Después subió aprisa la escalera.
Ekaterina Zacharova desapareció en el interior de la iglesia e, inesperadamente, un coche se detuvo en el otro extremo de la calle. Permaneció con el motor encendido, tenía los cristales oscuros. Sofia se preguntó si era una casualidad. Cuando la puerta se abrió, todo quedó claro.
Bajó del coche sonriendo; extendió los brazos y levantó las manos, como para disculparse.
—Espera, no te enfades. —Tancredi la miró intentando convencerla—. Sólo te robaré un minuto…
Sofia no podía creérselo. Debía de estar soñando. Tancredi se acercó a ella mientras la joven bajaba la escalera. Estaba bastante enfadada.
—¿Cómo te atreves a entrar en mi vida sin permiso?
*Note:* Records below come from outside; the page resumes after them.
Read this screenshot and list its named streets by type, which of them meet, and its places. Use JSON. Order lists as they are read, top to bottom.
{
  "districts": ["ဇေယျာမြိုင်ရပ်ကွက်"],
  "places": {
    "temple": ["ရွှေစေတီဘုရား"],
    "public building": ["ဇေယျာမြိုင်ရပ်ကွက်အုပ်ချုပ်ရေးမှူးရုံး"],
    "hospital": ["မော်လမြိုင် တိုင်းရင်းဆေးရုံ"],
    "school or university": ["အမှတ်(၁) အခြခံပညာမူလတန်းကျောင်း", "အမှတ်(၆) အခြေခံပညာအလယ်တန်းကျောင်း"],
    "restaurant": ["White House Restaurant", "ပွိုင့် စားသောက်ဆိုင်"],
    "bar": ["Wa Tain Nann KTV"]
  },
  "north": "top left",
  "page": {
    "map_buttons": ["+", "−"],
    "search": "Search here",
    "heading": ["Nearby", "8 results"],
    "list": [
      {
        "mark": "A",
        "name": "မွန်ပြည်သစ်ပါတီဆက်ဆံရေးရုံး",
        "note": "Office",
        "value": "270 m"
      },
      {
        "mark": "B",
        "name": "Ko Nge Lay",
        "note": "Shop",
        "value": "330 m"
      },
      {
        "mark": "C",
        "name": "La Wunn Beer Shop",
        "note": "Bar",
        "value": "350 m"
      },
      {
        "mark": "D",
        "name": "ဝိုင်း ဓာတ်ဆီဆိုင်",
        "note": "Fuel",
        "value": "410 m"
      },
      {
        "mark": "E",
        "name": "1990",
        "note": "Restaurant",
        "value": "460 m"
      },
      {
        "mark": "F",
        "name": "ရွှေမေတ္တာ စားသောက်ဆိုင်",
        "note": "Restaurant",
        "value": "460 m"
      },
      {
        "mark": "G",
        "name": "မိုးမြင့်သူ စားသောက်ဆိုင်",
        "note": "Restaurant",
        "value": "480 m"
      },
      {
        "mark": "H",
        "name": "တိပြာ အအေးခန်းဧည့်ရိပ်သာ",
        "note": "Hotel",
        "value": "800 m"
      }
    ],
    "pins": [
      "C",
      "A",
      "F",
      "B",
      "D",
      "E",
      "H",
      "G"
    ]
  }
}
—Pero si no he entrado en ella: sólo le he echado un vistazo y he visto que trabajas demasiado. —Para Sofia era una situación completamente absurda. Creyó que lo mejor sería irse a su casa. Tancredi siguió observándola e imaginó lo que estaba pensando—. De acuerdo, hagamos una cosa: esta tarde pasamos un rato juntos y unimos la utilidad con el placer. —Se dio cuenta de que Sofia se estaba poniendo nerviosa, así que continuó—: El placer podría ser que te tomaras unas breves vacaciones, pero, sobre todo, que haces una buena acción, dado que Ekaterina Zacharova, como sabes, no lo está pasando demasiado bien. Lo útil sería que nos conoceríamos.
—¿Y por qué será útil?
—Porque así después podrás decidir si quieres volver a verme. En caso de que la respuesta sea no, desapareceré.
—Ya lo habías prometido, y sin embargo aquí estás.
—No. Pasaba por casualidad por la zona cuando te he visto en la escalinata y, de repente, me he dado cuenta de que tenías la tarde libre… A propósito, ¿no te parece extraño que siempre nos encontremos delante de una iglesia?
—No me parece extraño, todo esto me parece absurdo… —Tancredi estaba de pie frente a ella. Llevaba una americana azul, una camisa blanca y unos pantalones de algodón grises. Iba muy elegante. Sofia no conseguía explicarse aquella situación. Había vuelto a ocurrir y le molestaba aquella intrusión en su vida. Aun así, era cierto que la constancia de Tancredi había conseguido avivar su curiosidad—. No te rindes nunca, ¿eh?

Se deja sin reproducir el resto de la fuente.